The fund's approach furthers an argument that most African startups don't fit the mold of the typical venture capital model. Ahmed noted that most companies on the continent are actually SMEs and do not fit into the definition of VC-backed companies. This highlights the need for alternative investment approaches that cater to the unique needs of African SMEs.
Sabou Capital is also adopting a gender-lens investment approach, prioritizing funding for women entrepreneurs. Ahmed cited statistics showing that for every dollar invested in a woman, the return is 2x, yet women face disproportionate barriers to funding. As someone who has struggled to access funding as an SME founder in Northern Nigeria, Ahmed understands these barriers firsthand.
To support its portfolio companies, Sabou Capital will offer technical assistance to ensure businesses have strong corporate governance, financial management, and operational systems in place before deploying funding. Ahmed emphasized that the fund provides support to make sure these businesses are investment-ready.
A critical part of Sabou's strategy is the addition of Christian Amouo, a private equity professional with deep expertise in Francophone markets, as a general partner. Amouo previously launched his fund in Cameroon, investing in four companies, three of which remain operational. This expertise will be instrumental in helping Sabou Capital navigate the complexities of Francophone markets.
While Nigeria remains a key market, Sabou Capital is diversifying risk by investing in Senegal and Côte d'Ivoire—economies with projected annual growth rates above 6% and currencies pegged to the Euro. Ahmed explained that as Nigeria grapples with high inflation, currency devaluation, and slower growth, the firm decided to leverage the expertise of the founding team to diversify its risk.

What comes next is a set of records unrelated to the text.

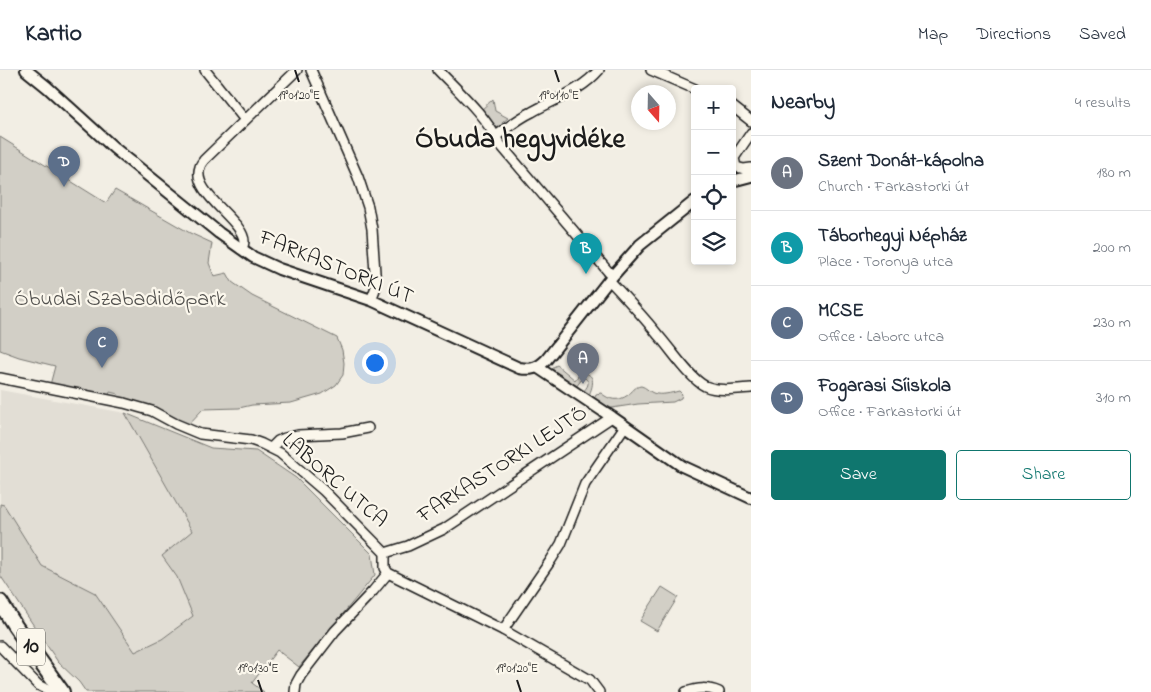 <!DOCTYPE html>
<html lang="en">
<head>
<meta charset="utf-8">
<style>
  :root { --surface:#fff; --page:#f6f6f7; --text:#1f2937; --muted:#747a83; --line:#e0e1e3; --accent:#0f766e }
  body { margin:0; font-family:"Indie Flower",sans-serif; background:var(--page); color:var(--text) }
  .controls { position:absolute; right:15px; top:15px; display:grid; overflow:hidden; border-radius:5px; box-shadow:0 2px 8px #0003 }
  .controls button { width:45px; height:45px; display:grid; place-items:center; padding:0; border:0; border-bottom:1px solid var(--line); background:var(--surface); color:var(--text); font:25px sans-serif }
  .compass { position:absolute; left:631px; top:15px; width:45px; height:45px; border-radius:50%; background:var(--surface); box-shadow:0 2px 8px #0003; rotate:160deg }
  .you { position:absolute; left:374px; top:292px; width:18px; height:18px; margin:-12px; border:4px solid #fff; border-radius:50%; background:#1a73e8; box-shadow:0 0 0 8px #1a73e833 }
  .badge { display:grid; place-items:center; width:32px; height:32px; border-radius:50%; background:var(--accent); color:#fff; font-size:16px; font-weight:700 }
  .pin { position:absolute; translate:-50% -41px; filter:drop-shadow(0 1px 2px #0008) }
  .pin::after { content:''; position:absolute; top:26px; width:18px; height:15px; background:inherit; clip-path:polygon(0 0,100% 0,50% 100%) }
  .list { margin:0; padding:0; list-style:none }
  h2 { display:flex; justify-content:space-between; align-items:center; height:65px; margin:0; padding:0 20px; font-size:21px }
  h2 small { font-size:16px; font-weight:400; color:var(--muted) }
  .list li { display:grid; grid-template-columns:32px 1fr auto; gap:15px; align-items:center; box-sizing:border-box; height:75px; padding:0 20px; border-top:1px solid var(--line) }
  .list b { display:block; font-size:19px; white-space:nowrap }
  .list p { margin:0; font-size:16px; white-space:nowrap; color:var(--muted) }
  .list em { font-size:16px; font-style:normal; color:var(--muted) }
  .actions { display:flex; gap:10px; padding:15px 20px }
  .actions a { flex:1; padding:11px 0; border:1px solid var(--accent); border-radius:5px; text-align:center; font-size:18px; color:var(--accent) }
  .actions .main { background:var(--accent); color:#fff }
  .icon { flex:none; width:28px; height:28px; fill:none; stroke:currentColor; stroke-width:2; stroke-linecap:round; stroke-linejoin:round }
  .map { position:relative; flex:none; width:751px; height:622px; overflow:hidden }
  header { display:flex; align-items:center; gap:30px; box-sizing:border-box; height:70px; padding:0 25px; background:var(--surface); border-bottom:1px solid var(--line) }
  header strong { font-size:24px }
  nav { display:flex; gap:28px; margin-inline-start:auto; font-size:18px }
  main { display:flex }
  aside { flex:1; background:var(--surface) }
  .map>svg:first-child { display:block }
</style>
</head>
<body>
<header>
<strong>Kartio</strong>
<nav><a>Map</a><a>Directions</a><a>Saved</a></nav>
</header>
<main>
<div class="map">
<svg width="751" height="622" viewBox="0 0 751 622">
  <rect width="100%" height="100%" fill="#f2eee4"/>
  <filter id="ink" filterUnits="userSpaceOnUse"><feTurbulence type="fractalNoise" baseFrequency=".02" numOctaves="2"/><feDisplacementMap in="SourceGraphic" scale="10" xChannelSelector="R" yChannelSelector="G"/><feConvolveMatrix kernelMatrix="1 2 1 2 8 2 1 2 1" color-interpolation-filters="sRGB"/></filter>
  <g filter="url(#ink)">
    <path fill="#e2ded5" d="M0,320L125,343L192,462L162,486L177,507L193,546L162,569L135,582L95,523L42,496L4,436L0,434Z"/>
    <g fill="#d2cfc6" stroke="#777671">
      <path d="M493,29L495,41L508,48L502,53L504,57L500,60L486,48L480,41Z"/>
      <path d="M0,67L106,133L115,120L190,163L212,173L209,193L214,206L227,203L232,212L252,226L337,268L342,280L344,293L343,305L336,315L322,324L291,333L252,335L239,338L203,339L187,356L117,328L118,324L110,322L109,326L50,315L55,296L19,287L0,280Z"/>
      <path d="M557,295L575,310L578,306L584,303C596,305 593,316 589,325L585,324L583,322C587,317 591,313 585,308L582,309L576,317H574L553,300V297Z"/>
      <path d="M641,316C646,317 648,321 653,323C661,326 671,323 679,321L682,324L681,328L673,332L638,334L612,338L603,335L594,328L596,324L601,323C609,330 618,332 628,325C633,321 634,317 641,316Z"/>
      <path d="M125,343L211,378L256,381L296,408L372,484L375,505L299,597L277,580L252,613L264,622H86L79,612L58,592L0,505V434L4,435L42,496L95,523L135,582L162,569L193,546L177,507L162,486L192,461Z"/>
      <path d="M662,517L678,527L657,561L640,551Z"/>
    </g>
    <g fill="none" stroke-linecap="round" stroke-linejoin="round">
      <defs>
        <g id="minor">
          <path d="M205,0L245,50"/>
          <path d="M311,0L358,107L368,137L372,159L376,217L371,230"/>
          <path d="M438,0C460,23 485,45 499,73L612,206"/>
          <path d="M651,0L695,19"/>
          <path d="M732,36L751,51"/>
          <path d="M751,63L734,88L736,97L744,99L751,98"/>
          <path d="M496,66C507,58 519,48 532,42C555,29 581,21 599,0"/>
          <path d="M241,179C242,177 244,175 244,172C245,151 190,123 200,97C200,95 202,93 204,90L297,0"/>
          <path d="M609,210C626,228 643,246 658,265C670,278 690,309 705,316C719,322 737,319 751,318"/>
          <path d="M0,308L124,333L152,341L176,354L200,364L251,370L262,374L280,383L324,421L385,483V498L388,503L503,560L590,610L599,622"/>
          <path d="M271,378L278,371L285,368L298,365L342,363L368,358"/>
          <path d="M385,483L408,476L444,459L612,347"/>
          <path d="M503,560L551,490L561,474L585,414L625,356"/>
          <path d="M0,576L38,615L44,618L56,622"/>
          <path d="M295,622L296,614L301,605L335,561L373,521L388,503"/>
          <path d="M686,622C698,618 707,617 719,622"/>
        </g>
        <g id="tertiary">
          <path d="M26,0L47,17L114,78L219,163L253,187L279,199L371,230L519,298C530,300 537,299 546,290L609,210L640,175L695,131"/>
          <path d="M732,111L751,106"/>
          <path d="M537,297L612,347L682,396L751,428"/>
        </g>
        <path id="primary" d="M0,532L15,556L62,622"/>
      </defs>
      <use href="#minor" stroke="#1c1c1c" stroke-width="12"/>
      <use href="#tertiary" stroke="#1c1c1c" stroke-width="14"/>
      <use href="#primary" stroke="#1c1c1c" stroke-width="18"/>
      <use href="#minor" stroke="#fbf7ec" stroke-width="9"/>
      <use href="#tertiary" stroke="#fbf7ec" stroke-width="10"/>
      <use href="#primary" stroke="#fbf7ec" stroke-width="14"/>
    </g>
  </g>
  <path fill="none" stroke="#1c1c1c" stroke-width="2" d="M295,0L299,12M555,0L559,12M258,610L262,622M517,610L521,622"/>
  <g text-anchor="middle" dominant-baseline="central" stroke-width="4.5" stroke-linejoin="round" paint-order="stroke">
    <rect fill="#fbf7ec" stroke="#5f5e5a" stroke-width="1" x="17" y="558.5" width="28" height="37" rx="4"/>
    <g font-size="21" font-weight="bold" fill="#1c1c1c">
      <text x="31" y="577">10</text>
    </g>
    <g font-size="22" fill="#1c1c1c" stroke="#fbf7ec">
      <text transform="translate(336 198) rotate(22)">FARKASTORKI ÚT</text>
      <text transform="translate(503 395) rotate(-33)">FARKASTORKI LEJTŐ</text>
      <text transform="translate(334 411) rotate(41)">LABORC UTCA</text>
    </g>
    <g font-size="22" fill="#53524f" stroke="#fbf7ec">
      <text x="120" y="230">Óbudai Szabadidőpark</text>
    </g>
    <g font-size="28" font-weight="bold" fill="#1c1c1c" stroke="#fbf7ec">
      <text x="520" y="70">Óbuda hegyvidéke</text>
    </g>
  </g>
  <g font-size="12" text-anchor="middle" fill="#1c1c1c" stroke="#fbf7ec" stroke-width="4.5" stroke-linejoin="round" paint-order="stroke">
    <text x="299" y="29">19°01'20"E</text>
    <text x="559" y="29">19°01'10"E</text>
    <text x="258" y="602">19°01'30"E</text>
    <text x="517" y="602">19°01'20"E</text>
  </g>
</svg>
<div class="controls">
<button>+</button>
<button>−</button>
<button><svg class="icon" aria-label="locate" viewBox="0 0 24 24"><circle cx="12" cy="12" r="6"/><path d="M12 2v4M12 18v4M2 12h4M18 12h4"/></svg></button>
<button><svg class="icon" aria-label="layers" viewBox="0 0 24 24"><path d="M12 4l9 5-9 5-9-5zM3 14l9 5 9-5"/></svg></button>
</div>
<svg class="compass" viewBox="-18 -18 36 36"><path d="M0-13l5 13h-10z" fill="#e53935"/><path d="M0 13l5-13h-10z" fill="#747a83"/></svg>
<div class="you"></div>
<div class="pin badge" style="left:583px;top:314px;background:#6b7280">A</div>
<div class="pin badge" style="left:586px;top:204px;background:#0f9aa8">B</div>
<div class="pin badge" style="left:102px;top:298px;background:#5c6f8a">C</div>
<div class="pin badge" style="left:64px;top:117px;background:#5c6f8a">D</div>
</div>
<aside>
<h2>Nearby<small>4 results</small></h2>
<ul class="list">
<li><span class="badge" style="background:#6b7280">A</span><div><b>Szent Donát-kápolna</b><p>Church · Farkastorki út</p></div><em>180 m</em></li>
<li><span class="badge" style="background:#0f9aa8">B</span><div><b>Táborhegyi Népház</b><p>Place · Toronya utca</p></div><em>200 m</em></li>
<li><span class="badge" style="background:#5c6f8a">C</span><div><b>MCSE</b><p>Office · Laborc utca</p></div><em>230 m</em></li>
<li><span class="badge" style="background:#5c6f8a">D</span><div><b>Fogarasi Síiskola</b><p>Office · Farkastorki út</p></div><em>310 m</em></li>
</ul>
<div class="actions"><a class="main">Save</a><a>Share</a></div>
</aside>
</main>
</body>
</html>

Sabou Capital has yet to begin formal fundraising but plans to launch a roadshow in July. With 20 startups already in its pipeline, the firm aims to shortlist two to three for its first round of investments. Ahmed stressed the fund's long-term vision to turn SMEs into large enterprises and exit to larger private equity firms or strategic buyers.
The launch of Sabou Capital marks an exciting development in the African startup ecosystem, providing a much-needed alternative to traditional venture capital models. As the fund begins its investment journey, it will be interesting to see how its unique approach impacts the growth and development of SMEs in Anglophone and Francophone Africa.